Exercise prompt :: The records below must be copied in full, exactly as they read.

Raw data ::
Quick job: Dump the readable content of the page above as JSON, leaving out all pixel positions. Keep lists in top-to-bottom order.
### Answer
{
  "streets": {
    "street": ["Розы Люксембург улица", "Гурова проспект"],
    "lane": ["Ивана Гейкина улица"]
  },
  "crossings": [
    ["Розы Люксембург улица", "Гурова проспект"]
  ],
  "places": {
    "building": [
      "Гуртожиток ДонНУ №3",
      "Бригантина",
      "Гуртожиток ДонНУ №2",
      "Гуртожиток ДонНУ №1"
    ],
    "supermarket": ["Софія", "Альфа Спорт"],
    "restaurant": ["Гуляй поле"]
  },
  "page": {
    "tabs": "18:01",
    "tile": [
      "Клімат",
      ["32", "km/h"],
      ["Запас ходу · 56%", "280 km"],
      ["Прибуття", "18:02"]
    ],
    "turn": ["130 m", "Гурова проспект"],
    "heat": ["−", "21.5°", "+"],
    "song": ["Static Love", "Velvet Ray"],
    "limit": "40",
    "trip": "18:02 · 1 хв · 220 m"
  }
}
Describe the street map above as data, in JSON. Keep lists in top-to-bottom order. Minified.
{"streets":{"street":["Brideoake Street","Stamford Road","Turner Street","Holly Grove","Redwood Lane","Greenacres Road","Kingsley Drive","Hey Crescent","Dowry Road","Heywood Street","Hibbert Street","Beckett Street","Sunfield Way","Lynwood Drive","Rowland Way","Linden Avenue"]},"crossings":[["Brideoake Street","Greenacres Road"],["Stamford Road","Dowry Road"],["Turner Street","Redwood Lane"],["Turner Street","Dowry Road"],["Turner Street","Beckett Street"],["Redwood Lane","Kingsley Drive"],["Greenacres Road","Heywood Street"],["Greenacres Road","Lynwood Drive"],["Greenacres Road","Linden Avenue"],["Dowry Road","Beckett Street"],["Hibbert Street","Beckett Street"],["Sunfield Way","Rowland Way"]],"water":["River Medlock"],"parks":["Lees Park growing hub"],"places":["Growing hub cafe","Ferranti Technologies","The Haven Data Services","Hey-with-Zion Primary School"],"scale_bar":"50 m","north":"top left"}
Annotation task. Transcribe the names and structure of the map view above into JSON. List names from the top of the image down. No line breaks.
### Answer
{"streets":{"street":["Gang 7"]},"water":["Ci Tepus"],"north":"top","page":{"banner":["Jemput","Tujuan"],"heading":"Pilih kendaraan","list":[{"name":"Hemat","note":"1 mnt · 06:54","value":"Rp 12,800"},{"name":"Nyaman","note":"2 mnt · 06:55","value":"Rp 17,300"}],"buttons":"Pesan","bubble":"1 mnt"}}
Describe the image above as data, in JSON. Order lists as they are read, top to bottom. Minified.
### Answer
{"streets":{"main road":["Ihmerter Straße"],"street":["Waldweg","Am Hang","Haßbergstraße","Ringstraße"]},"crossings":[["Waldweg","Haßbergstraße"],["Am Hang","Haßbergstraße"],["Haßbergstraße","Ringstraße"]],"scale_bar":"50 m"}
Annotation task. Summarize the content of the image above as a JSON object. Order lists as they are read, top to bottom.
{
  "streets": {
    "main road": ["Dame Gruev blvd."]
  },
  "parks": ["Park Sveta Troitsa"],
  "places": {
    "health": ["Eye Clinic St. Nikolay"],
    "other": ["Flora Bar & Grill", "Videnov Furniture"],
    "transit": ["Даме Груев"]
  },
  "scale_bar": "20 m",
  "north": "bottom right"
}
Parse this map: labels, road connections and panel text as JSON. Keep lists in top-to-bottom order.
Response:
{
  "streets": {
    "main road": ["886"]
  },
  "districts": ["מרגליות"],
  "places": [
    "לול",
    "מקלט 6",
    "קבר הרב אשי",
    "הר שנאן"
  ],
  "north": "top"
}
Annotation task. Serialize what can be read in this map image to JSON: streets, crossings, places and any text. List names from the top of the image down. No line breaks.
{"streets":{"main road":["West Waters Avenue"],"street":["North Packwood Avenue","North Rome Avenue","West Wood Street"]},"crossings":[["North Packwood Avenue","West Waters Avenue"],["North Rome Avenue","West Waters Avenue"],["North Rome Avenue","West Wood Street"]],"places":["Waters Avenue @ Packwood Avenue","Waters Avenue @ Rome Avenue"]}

Response to the task ::
Quick job: Dump the readable content of the page above as JSON, leaving out all pixel positions. Keep lists in top-to-bottom order.
### Answer
{
  "streets": {
    "street": ["Розы Люксембург улица", "Гурова проспект"],
    "lane": ["Ивана Гейкина улица"]
  },
  "crossings": [
    ["Розы Люксембург улица", "Гурова проспект"]
  ],
  "places": {
    "building": [
      "Гуртожиток ДонНУ №3",
      "Бригантина",
      "Гуртожиток ДонНУ №2",
      "Гуртожиток ДонНУ №1"
    ],
    "supermarket": ["Софія", "Альфа Спорт"],
    "restaurant": ["Гуляй поле"]
  },
  "page": {
    "tabs": "18:01",
    "tile": [
      "Клімат",
      ["32", "km/h"],
      ["Запас ходу · 56%", "280 km"],
      ["Прибуття", "18:02"]
    ],
    "turn": ["130 m", "Гурова проспект"],
    "heat": ["−", "21.5°", "+"],
    "song": ["Static Love", "Velvet Ray"],
    "limit": "40",
    "trip": "18:02 · 1 хв · 220 m"
  }
}
Describe the street map above as data, in JSON. Keep lists in top-to-bottom order. Minified.
{"streets":{"street":["Brideoake Street","Stamford Road","Turner Street","Holly Grove","Redwood Lane","Greenacres Road","Kingsley Drive","Hey Crescent","Dowry Road","Heywood Street","Hibbert Street","Beckett Street","Sunfield Way","Lynwood Drive","Rowland Way","Linden Avenue"]},"crossings":[["Brideoake Street","Greenacres Road"],["Stamford Road","Dowry Road"],["Turner Street","Redwood Lane"],["Turner Street","Dowry Road"],["Turner Street","Beckett Street"],["Redwood Lane","Kingsley Drive"],["Greenacres Road","Heywood Street"],["Greenacres Road","Lynwood Drive"],["Greenacres Road","Linden Avenue"],["Dowry Road","Beckett Street"],["Hibbert Street","Beckett Street"],["Sunfield Way","Rowland Way"]],"water":["River Medlock"],"parks":["Lees Park growing hub"],"places":["Growing hub cafe","Ferranti Technologies","The Haven Data Services","Hey-with-Zion Primary School"],"scale_bar":"50 m","north":"top left"}
Annotation task. Transcribe the names and structure of the map view above into JSON. List names from the top of the image down. No line breaks.
### Answer
{"streets":{"street":["Gang 7"]},"water":["Ci Tepus"],"north":"top","page":{"banner":["Jemput","Tujuan"],"heading":"Pilih kendaraan","list":[{"name":"Hemat","note":"1 mnt · 06:54","value":"Rp 12,800"},{"name":"Nyaman","note":"2 mnt · 06:55","value":"Rp 17,300"}],"buttons":"Pesan","bubble":"1 mnt"}}
Describe the image above as data, in JSON. Order lists as they are read, top to bottom. Minified.
### Answer
{"streets":{"main road":["Ihmerter Straße"],"street":["Waldweg","Am Hang","Haßbergstraße","Ringstraße"]},"crossings":[["Waldweg","Haßbergstraße"],["Am Hang","Haßbergstraße"],["Haßbergstraße","Ringstraße"]],"scale_bar":"50 m"}
Annotation task. Summarize the content of the image above as a JSON object. Order lists as they are read, top to bottom.
{
  "streets": {
    "main road": ["Dame Gruev blvd."]
  },
  "parks": ["Park Sveta Troitsa"],
  "places": {
    "health": ["Eye Clinic St. Nikolay"],
    "other": ["Flora Bar & Grill", "Videnov Furniture"],
    "transit": ["Даме Груев"]
  },
  "scale_bar": "20 m",
  "north": "bottom right"
}
Parse this map: labels, road connections and panel text as JSON. Keep lists in top-to-bottom order.
Response:
{
  "streets": {
    "main road": ["886"]
  },
  "districts": ["מרגליות"],
  "places": [
    "לול",
    "מקלט 6",
    "קבר הרב אשי",
    "הר שנאן"
  ],
  "north": "top"
}
Annotation task. Serialize what can be read in this map image to JSON: streets, crossings, places and any text. List names from the top of the image down. No line breaks.
{"streets":{"main road":["West Waters Avenue"],"street":["North Packwood Avenue","North Rome Avenue","West Wood Street"]},"crossings":[["North Packwood Avenue","West Waters Avenue"],["North Rome Avenue","West Waters Avenue"],["North Rome Avenue","West Wood Street"]],"places":["Waters Avenue @ Packwood Avenue","Waters Avenue @ Rome Avenue"]}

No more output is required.